0-1 BFS is an optimization when edge weights are only 0 or 1. Here we adapt it: moving to a neighbor with the same or better safeness has cost 0, while moving to a neighbor with worse safeness has cost 1 (we are forced to accept a lower minimum). By adding zero-cost moves to the front and cost-1 moves to the back of a deque, we process cells in order of decreasing safeness factor.

Algorithm

  1. Precompute minDist using multi-source BFS.
  2. Initialize safeFactor[0] = min(minDist[0][0], minDist[N-1][N-1]) and track the running result res.
  3. Use a deque starting with cell 0.
  4. For each cell popped:
    • Update res = min(res, safeFactor[node]).
    • If destination reached, break.
    • For each unvisited neighbor:
      • Compute its safeness as min(safeFactor[current], minDist[neighbor]).
      • If it maintains the current result, add to front (zero cost); otherwise add to back.
  5. Return res.
class Solution:
    def maximumSafenessFactor(self, grid):
        N = len(grid)
        minDist = grid
        directions = [0, 1, 0, -1, 0]

        q = deque()
        for r in range(N):
            for c in range(N):
                if grid[r][c] == 1:
                    q.append(r * N + c)
                    minDist[r][c] = 0
                else:
                    minDist[r][c] = -1

        while q:
            node = q.popleft()
            r, c = divmod(node, N)
            for i in range(4):
                r2, c2 = r + directions[i], c + directions[i + 1]
                if 0 <= r2 < N and 0 <= c2 < N and minDist[r2][c2] == -1:
                    minDist[r2][c2] = minDist[r][c] + 1
                    q.append(r2 * N + c2)

        safeFactor = [-1] * (N * N)
        res = safeFactor[0] = min(minDist[N - 1][N - 1], minDist[0][0])
        q.append(0)

        while q:
            node = q.popleft()
            r, c = divmod(node, N)
            res = min(res, safeFactor[node])
            if r == N - 1 and c == N - 1:
                break

            for i in range(4):
                r2, c2 = r + directions[i], c + directions[i + 1]
                node2 = r2 * N + c2
                if 0 <= r2 < N and 0 <= c2 < N and safeFactor[node2] == -1:
                    safeFactor[node2] = min(safeFactor[node], minDist[r2][c2])
                    if safeFactor[node2] < res:
                        q.append(node2)
                    else:
                        q.appendleft(node2)

        return res

Time & Space Complexity

  • Time complexity: O(n2)O(n ^ 2)
  • Space complexity: O(n2)O(n ^ 2)

Common Pitfalls

Using Single-Source BFS Instead of Multi-Source BFS

To compute the minimum distance from each cell to the nearest thief, you must start BFS from all thief cells simultaneously. A common mistake is running separate BFS from each thief and taking the minimum, which results in O(n^4) time complexity instead of O(n^2).
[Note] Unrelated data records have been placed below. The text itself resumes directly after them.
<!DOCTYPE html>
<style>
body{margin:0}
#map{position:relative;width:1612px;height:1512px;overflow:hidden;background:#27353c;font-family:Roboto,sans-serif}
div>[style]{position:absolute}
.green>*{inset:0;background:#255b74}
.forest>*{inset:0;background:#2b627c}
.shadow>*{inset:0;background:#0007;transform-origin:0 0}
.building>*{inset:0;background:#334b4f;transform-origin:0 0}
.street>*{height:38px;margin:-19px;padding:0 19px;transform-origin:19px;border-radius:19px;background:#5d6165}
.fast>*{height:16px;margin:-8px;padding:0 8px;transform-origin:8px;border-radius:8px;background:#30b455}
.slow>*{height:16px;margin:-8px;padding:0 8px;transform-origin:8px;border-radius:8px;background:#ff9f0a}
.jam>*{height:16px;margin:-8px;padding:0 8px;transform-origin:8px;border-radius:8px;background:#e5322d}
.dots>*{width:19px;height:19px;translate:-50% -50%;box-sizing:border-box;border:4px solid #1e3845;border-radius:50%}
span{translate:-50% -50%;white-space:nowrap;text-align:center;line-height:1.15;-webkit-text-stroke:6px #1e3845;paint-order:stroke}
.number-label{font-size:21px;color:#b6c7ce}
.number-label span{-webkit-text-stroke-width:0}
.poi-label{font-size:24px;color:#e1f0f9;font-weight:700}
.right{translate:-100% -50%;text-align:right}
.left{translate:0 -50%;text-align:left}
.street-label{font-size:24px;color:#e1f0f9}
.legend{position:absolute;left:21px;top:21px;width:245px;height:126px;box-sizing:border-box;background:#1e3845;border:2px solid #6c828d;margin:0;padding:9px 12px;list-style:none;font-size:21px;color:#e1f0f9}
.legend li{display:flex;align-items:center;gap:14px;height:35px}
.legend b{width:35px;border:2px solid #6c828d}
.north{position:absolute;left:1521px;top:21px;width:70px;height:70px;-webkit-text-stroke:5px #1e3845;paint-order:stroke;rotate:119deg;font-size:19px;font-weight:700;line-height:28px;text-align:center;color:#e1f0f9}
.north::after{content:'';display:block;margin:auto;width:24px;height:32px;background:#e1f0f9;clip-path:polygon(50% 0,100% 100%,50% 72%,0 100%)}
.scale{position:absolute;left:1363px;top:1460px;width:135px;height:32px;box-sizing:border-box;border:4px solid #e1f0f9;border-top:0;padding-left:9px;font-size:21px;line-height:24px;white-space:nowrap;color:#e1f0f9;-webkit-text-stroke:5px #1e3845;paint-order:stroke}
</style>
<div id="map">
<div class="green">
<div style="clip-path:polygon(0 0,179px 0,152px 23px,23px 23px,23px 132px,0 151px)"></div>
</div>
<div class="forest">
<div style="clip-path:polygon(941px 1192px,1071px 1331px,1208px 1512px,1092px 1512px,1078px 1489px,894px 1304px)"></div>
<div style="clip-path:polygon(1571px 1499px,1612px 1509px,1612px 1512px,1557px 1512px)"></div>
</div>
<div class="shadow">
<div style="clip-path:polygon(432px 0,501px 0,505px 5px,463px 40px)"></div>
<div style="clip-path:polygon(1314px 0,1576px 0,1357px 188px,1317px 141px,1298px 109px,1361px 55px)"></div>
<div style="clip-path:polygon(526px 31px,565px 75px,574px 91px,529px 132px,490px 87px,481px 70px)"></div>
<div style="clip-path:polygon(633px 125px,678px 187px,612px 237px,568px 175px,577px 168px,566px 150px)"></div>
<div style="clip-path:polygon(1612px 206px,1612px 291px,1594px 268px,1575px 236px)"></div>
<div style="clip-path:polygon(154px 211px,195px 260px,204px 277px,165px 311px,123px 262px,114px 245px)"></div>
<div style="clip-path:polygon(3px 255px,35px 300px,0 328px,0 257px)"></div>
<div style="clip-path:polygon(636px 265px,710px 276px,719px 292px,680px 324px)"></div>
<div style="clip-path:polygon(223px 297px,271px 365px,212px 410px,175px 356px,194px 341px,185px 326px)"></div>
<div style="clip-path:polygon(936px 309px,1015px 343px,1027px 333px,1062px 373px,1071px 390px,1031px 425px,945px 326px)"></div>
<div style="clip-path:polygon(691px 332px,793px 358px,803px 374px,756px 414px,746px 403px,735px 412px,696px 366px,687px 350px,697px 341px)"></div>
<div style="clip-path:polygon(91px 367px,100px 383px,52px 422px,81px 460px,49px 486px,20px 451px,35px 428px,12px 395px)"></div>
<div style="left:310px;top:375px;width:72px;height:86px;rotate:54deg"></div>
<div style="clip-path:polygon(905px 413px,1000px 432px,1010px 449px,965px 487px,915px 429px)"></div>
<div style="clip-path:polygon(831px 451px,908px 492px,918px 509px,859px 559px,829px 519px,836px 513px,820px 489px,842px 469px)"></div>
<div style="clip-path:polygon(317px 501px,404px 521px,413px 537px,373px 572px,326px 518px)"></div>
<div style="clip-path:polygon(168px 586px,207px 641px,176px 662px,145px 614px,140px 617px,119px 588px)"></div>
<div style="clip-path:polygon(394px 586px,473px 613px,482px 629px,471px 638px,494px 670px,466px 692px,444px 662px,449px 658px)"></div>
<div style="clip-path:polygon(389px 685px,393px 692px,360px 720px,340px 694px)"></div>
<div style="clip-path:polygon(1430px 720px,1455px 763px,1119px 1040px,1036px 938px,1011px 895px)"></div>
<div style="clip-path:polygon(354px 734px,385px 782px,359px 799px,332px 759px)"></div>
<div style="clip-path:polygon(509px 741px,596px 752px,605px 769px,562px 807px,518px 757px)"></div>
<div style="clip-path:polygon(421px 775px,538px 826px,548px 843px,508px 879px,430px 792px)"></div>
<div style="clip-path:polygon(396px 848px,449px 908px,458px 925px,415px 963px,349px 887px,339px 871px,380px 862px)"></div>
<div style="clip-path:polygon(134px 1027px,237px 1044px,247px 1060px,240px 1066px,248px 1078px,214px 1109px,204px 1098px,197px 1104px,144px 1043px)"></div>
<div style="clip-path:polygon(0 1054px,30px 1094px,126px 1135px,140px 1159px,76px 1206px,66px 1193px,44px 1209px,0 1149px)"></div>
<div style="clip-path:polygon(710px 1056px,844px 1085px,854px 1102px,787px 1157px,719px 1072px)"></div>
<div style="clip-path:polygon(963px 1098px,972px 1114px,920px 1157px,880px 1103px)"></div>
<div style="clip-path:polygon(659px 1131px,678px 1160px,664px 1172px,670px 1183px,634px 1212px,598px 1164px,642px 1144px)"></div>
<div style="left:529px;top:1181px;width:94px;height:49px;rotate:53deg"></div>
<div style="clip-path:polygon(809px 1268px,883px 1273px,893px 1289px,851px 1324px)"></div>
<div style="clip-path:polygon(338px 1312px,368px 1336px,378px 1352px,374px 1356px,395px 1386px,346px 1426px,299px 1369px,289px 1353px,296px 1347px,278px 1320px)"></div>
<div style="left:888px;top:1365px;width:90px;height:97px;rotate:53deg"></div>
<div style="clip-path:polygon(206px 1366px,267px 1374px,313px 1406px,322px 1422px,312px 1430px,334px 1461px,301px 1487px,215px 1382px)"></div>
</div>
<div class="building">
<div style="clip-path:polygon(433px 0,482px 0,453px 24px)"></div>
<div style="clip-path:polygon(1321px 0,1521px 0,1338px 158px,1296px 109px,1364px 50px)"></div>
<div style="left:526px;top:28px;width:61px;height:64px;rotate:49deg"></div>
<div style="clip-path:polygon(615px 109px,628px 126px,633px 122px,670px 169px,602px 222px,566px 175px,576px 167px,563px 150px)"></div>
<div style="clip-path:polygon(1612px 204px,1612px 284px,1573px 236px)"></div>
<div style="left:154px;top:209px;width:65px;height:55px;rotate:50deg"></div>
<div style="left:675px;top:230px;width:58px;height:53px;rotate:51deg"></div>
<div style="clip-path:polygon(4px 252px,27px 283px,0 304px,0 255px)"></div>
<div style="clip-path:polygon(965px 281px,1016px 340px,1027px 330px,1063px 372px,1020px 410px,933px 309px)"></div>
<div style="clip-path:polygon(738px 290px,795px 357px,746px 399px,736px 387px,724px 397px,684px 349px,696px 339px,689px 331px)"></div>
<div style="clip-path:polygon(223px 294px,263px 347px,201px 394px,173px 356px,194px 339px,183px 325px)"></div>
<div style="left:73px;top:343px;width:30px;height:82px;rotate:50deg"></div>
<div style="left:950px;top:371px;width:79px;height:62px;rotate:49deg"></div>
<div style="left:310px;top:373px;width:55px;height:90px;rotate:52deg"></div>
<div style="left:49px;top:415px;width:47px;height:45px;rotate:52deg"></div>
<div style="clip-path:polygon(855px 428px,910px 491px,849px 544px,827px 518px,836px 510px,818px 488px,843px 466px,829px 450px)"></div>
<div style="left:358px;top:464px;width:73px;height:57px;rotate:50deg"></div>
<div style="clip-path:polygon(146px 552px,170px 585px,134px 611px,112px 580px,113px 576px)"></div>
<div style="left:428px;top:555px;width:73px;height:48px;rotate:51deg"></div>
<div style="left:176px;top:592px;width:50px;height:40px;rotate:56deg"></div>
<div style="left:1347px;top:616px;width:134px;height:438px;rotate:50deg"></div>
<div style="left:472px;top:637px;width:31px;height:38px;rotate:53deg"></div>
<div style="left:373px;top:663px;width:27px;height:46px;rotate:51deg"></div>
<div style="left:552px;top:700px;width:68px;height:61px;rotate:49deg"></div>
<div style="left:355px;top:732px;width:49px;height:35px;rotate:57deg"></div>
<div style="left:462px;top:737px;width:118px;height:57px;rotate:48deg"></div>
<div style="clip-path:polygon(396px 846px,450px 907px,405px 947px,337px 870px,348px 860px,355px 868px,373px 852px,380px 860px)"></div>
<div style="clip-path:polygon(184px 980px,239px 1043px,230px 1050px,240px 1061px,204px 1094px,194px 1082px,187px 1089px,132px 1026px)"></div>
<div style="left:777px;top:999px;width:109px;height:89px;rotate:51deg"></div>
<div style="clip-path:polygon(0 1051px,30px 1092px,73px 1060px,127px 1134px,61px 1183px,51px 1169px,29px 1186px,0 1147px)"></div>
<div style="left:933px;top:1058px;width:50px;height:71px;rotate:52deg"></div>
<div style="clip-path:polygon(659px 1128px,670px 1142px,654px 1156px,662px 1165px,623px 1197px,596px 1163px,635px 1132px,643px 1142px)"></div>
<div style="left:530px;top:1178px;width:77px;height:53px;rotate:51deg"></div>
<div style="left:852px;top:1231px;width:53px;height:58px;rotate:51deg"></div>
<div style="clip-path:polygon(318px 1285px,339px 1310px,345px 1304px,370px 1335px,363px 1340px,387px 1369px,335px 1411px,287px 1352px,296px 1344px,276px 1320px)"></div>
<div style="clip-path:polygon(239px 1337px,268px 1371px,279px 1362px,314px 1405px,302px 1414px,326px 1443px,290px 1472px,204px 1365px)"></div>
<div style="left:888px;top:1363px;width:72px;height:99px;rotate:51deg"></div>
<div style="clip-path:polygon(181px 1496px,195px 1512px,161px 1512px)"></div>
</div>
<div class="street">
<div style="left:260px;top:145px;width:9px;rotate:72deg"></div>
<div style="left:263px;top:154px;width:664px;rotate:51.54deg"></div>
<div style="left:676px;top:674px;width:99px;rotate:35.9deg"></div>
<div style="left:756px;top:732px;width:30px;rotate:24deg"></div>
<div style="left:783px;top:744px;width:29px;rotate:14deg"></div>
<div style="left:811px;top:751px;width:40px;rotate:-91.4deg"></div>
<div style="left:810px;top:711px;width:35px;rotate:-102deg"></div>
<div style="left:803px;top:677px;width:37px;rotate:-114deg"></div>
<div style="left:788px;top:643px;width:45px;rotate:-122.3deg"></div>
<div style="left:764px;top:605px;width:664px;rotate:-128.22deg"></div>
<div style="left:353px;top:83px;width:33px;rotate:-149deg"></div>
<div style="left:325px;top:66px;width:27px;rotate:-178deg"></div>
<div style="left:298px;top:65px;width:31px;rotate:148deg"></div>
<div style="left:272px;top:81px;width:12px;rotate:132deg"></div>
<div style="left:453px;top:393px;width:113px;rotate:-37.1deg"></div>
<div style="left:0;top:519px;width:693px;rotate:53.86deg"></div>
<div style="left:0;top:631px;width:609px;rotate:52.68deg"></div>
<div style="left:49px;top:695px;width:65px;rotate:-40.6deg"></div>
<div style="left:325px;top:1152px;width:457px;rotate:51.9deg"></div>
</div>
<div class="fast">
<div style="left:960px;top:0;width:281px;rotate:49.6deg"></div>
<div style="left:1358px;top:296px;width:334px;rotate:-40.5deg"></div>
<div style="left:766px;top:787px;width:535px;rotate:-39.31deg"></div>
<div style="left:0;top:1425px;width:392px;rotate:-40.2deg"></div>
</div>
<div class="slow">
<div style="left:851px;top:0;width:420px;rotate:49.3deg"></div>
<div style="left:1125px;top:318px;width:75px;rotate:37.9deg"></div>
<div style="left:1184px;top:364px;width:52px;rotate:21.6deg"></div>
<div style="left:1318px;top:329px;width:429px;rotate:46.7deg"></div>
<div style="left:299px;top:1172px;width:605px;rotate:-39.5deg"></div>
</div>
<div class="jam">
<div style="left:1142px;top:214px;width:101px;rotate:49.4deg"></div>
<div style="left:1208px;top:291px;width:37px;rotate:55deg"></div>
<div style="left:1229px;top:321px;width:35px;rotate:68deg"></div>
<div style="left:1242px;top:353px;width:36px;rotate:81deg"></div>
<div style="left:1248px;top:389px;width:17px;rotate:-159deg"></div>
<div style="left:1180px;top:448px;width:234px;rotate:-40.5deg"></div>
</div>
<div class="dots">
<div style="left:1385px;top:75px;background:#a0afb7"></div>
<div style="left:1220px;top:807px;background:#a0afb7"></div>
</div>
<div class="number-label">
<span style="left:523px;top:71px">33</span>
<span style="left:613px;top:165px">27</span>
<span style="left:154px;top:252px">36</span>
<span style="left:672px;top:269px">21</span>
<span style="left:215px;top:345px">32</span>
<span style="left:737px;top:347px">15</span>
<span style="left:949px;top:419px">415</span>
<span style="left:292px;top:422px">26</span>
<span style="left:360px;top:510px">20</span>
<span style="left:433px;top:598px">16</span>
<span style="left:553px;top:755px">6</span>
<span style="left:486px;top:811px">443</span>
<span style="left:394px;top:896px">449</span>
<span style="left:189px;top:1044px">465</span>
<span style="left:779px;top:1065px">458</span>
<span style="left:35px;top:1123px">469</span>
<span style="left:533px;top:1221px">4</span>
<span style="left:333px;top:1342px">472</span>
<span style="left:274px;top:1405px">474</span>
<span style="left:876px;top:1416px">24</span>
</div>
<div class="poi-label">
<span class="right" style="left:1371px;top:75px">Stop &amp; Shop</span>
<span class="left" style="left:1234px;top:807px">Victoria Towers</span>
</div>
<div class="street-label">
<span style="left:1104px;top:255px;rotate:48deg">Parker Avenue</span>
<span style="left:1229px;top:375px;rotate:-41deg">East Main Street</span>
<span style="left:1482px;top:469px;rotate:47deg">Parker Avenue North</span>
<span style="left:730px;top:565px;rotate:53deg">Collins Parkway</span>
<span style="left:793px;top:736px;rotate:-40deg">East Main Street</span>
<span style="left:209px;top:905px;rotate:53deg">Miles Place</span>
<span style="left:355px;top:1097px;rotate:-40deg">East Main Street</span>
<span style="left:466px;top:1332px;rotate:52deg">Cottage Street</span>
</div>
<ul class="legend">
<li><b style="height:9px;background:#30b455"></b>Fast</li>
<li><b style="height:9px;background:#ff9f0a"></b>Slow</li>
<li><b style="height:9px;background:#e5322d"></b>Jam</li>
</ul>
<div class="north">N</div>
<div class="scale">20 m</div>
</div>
Confusing Min-Heap with Max-Heap in Dijkstra

Since we want to maximize the minimum distance (safeness factor), we need a max-heap to always process the path with the highest current safeness first. Using a min-heap (standard Dijkstra) will find the path with the lowest safeness instead, giving incorrect results.

Forgetting to Check Start and End Cell Constraints

The safeness of any path is bounded by the minimum distance at both the start cell (0,0) and the destination cell (N-1, N-1). If either cell contains a thief (distance 0), the maximum safeness is 0 regardless of the path taken. Some solutions skip this edge case check.